| Goal of the exercise |
Your answer should contain only the lines from the top of the data below down through the one with "context.lineJoin = 'round';", transcribed exactly and without pictures; please include nothing more.

(Data items)
'''

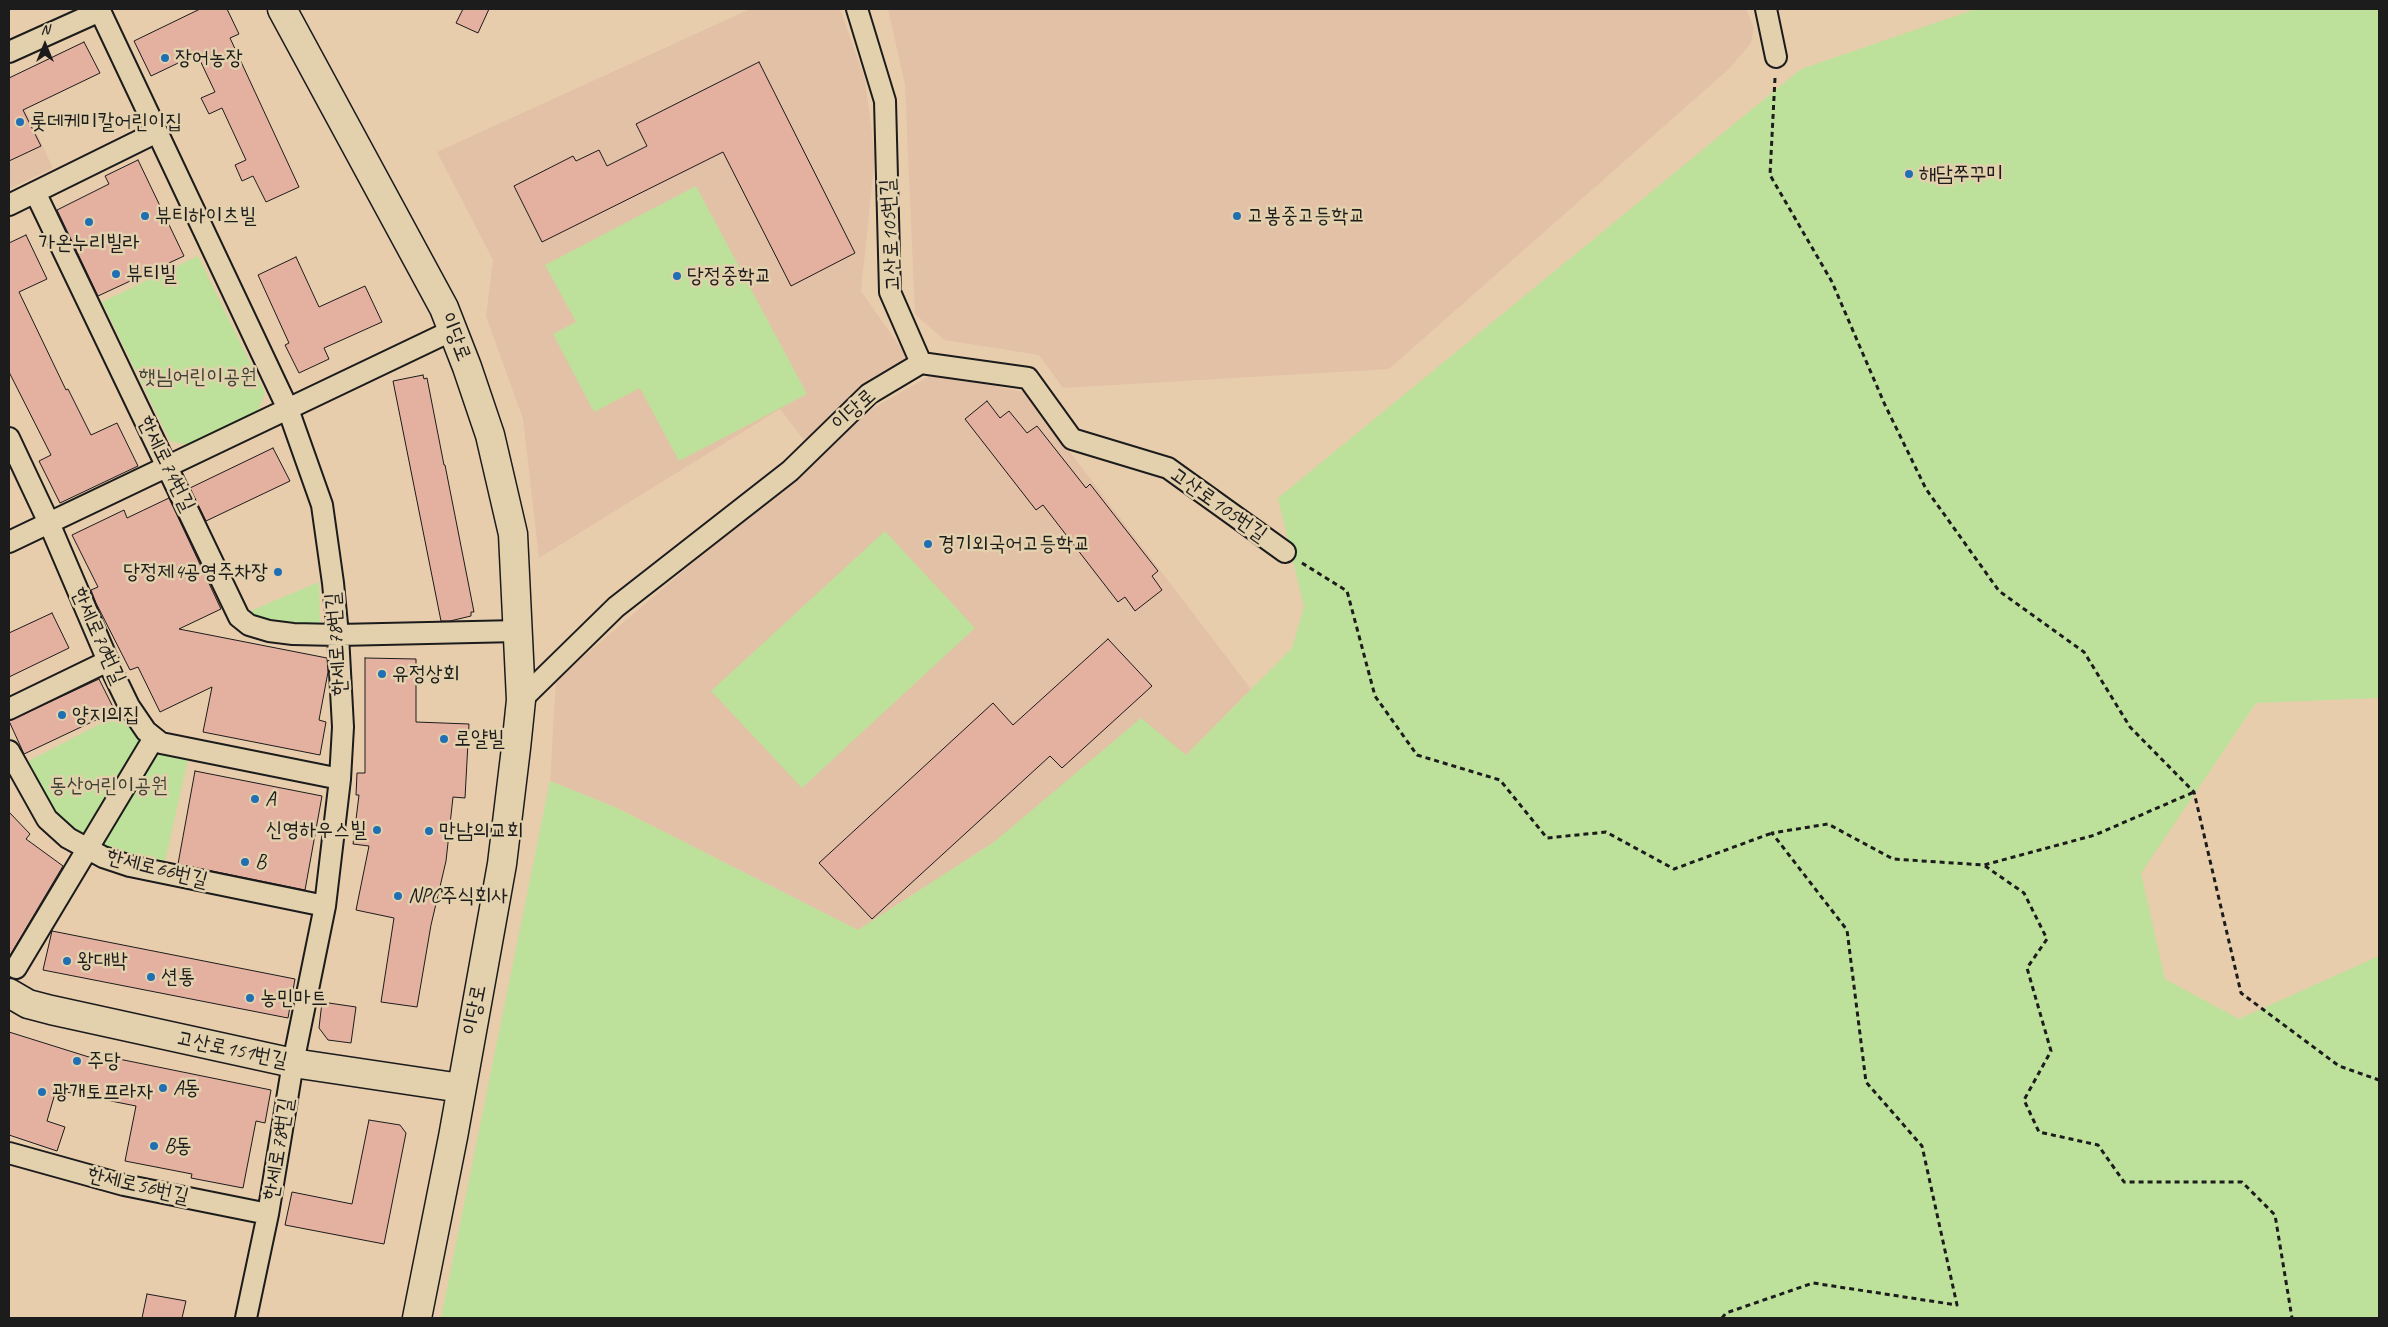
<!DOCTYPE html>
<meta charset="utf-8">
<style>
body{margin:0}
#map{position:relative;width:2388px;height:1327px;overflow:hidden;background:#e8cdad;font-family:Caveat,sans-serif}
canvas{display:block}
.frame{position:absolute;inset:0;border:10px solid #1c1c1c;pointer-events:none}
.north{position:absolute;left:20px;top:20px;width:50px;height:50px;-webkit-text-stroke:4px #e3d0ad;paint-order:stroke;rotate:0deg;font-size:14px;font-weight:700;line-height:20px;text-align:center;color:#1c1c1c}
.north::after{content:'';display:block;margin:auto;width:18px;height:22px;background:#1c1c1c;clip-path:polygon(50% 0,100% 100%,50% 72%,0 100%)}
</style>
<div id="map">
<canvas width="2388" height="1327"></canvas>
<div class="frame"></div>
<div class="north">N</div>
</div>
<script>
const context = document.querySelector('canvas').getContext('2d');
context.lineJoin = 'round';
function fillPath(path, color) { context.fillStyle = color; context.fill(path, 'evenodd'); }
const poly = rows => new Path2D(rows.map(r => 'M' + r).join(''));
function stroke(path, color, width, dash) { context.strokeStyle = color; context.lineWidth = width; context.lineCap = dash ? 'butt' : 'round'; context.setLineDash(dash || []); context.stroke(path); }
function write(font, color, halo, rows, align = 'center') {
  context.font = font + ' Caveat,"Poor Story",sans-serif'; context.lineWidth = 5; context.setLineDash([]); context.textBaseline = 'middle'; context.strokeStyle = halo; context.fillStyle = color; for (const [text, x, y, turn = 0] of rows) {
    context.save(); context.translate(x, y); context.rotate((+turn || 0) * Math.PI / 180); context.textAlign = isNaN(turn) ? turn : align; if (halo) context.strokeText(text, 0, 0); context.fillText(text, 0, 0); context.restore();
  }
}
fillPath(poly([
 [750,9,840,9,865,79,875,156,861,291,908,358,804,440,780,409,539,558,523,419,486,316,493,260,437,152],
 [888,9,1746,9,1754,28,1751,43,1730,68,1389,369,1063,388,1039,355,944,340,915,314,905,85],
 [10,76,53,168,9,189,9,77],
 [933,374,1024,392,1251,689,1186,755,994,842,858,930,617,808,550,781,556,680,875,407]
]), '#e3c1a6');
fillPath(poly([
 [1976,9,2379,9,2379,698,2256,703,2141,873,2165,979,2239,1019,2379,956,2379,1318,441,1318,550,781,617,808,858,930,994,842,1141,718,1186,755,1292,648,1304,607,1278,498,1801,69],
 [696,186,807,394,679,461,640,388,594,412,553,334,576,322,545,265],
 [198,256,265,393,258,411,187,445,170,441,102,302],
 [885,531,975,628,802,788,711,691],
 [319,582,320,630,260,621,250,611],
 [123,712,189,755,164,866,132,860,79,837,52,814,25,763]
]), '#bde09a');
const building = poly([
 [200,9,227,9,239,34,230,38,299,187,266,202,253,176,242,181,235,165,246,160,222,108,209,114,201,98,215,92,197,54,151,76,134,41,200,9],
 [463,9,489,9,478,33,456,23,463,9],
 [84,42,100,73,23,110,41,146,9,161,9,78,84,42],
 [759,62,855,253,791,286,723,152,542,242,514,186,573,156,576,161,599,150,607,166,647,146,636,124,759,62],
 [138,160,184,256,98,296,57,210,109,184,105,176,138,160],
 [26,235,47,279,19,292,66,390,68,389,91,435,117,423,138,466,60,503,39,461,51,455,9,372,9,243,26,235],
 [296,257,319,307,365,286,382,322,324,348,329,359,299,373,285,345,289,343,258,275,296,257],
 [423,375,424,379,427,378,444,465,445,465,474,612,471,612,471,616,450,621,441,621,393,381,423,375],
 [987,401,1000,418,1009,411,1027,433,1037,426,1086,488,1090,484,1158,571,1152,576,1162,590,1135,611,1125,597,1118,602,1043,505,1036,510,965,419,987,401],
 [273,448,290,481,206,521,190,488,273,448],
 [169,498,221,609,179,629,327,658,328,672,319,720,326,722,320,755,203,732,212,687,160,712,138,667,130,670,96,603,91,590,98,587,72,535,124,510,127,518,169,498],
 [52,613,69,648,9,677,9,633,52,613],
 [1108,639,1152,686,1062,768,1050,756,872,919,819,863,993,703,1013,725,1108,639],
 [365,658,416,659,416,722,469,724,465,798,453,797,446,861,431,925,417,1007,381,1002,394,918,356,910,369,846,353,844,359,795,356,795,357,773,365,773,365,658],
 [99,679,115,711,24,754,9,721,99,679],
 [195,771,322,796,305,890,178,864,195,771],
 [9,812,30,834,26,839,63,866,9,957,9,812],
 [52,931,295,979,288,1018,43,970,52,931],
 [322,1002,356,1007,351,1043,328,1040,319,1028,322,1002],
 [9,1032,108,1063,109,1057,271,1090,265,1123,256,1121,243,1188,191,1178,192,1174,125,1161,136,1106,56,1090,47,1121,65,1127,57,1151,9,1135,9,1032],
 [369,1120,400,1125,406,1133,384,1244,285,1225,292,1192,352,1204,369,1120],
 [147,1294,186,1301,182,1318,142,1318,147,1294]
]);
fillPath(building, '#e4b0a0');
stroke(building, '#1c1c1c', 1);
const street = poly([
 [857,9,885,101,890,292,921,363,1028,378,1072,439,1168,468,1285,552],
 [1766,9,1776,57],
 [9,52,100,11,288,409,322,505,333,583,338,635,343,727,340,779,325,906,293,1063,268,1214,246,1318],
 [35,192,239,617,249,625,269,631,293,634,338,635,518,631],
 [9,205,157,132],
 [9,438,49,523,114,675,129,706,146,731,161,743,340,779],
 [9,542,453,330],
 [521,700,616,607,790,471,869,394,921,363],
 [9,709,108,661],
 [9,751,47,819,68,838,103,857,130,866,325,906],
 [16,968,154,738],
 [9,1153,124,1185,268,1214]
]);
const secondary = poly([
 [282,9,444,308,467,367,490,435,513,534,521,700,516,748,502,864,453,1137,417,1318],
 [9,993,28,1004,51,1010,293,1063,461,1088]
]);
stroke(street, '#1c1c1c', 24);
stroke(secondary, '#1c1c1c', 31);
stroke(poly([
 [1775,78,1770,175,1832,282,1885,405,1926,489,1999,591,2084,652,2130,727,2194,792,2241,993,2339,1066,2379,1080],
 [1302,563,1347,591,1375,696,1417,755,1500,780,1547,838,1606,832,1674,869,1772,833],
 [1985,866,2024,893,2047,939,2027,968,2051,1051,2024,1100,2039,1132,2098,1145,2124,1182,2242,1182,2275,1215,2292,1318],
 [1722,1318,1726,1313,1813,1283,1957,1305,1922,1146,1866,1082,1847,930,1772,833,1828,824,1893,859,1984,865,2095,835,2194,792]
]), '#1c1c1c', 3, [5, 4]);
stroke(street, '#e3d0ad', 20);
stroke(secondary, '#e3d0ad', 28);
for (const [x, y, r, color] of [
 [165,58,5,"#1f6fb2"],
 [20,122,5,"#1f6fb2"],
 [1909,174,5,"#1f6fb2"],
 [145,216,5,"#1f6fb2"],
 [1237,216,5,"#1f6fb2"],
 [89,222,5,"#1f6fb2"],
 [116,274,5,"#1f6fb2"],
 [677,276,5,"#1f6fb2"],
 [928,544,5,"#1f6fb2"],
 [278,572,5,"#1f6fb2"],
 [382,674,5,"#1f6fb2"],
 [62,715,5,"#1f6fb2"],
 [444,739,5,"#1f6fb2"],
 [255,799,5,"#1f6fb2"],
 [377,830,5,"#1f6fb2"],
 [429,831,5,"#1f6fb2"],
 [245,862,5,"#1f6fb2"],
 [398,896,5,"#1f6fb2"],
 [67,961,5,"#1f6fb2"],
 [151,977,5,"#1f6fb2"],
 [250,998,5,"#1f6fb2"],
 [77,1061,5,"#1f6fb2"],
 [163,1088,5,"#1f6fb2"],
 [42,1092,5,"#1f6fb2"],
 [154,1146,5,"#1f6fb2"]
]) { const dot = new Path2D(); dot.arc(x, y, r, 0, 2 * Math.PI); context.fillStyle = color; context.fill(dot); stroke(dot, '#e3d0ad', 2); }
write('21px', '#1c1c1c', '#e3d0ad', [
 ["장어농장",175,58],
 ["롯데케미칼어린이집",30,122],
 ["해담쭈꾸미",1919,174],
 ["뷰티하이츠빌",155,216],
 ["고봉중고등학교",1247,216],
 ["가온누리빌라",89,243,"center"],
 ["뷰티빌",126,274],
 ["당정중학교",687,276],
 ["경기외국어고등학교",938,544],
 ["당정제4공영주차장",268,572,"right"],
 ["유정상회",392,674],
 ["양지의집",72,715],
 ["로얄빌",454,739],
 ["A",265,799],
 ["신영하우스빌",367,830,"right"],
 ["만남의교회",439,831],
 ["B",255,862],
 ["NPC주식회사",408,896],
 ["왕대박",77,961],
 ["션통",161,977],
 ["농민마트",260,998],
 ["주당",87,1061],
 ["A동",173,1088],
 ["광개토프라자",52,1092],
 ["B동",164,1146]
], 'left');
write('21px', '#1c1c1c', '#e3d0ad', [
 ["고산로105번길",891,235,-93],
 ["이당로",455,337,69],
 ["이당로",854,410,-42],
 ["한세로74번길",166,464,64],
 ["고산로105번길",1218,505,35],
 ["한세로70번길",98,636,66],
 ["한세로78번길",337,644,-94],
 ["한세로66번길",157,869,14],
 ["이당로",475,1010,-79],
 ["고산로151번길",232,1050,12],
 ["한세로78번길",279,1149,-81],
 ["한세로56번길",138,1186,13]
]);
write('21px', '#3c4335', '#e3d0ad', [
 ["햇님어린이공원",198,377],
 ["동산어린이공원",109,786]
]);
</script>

'''

| Exercise result |
<!DOCTYPE html>
<meta charset="utf-8">
<style>
body{margin:0}
#map{position:relative;width:2388px;height:1327px;overflow:hidden;background:#e8cdad;font-family:Caveat,sans-serif}
canvas{display:block}
.frame{position:absolute;inset:0;border:10px solid #1c1c1c;pointer-events:none}
.north{position:absolute;left:20px;top:20px;width:50px;height:50px;-webkit-text-stroke:4px #e3d0ad;paint-order:stroke;rotate:0deg;font-size:14px;font-weight:700;line-height:20px;text-align:center;color:#1c1c1c}
.north::after{content:'';display:block;margin:auto;width:18px;height:22px;background:#1c1c1c;clip-path:polygon(50% 0,100% 100%,50% 72%,0 100%)}
</style>
<div id="map">
<canvas width="2388" height="1327"></canvas>
<div class="frame"></div>
<div class="north">N</div>
</div>
<script>
const context = document.querySelector('canvas').getContext('2d');
context.lineJoin = 'round';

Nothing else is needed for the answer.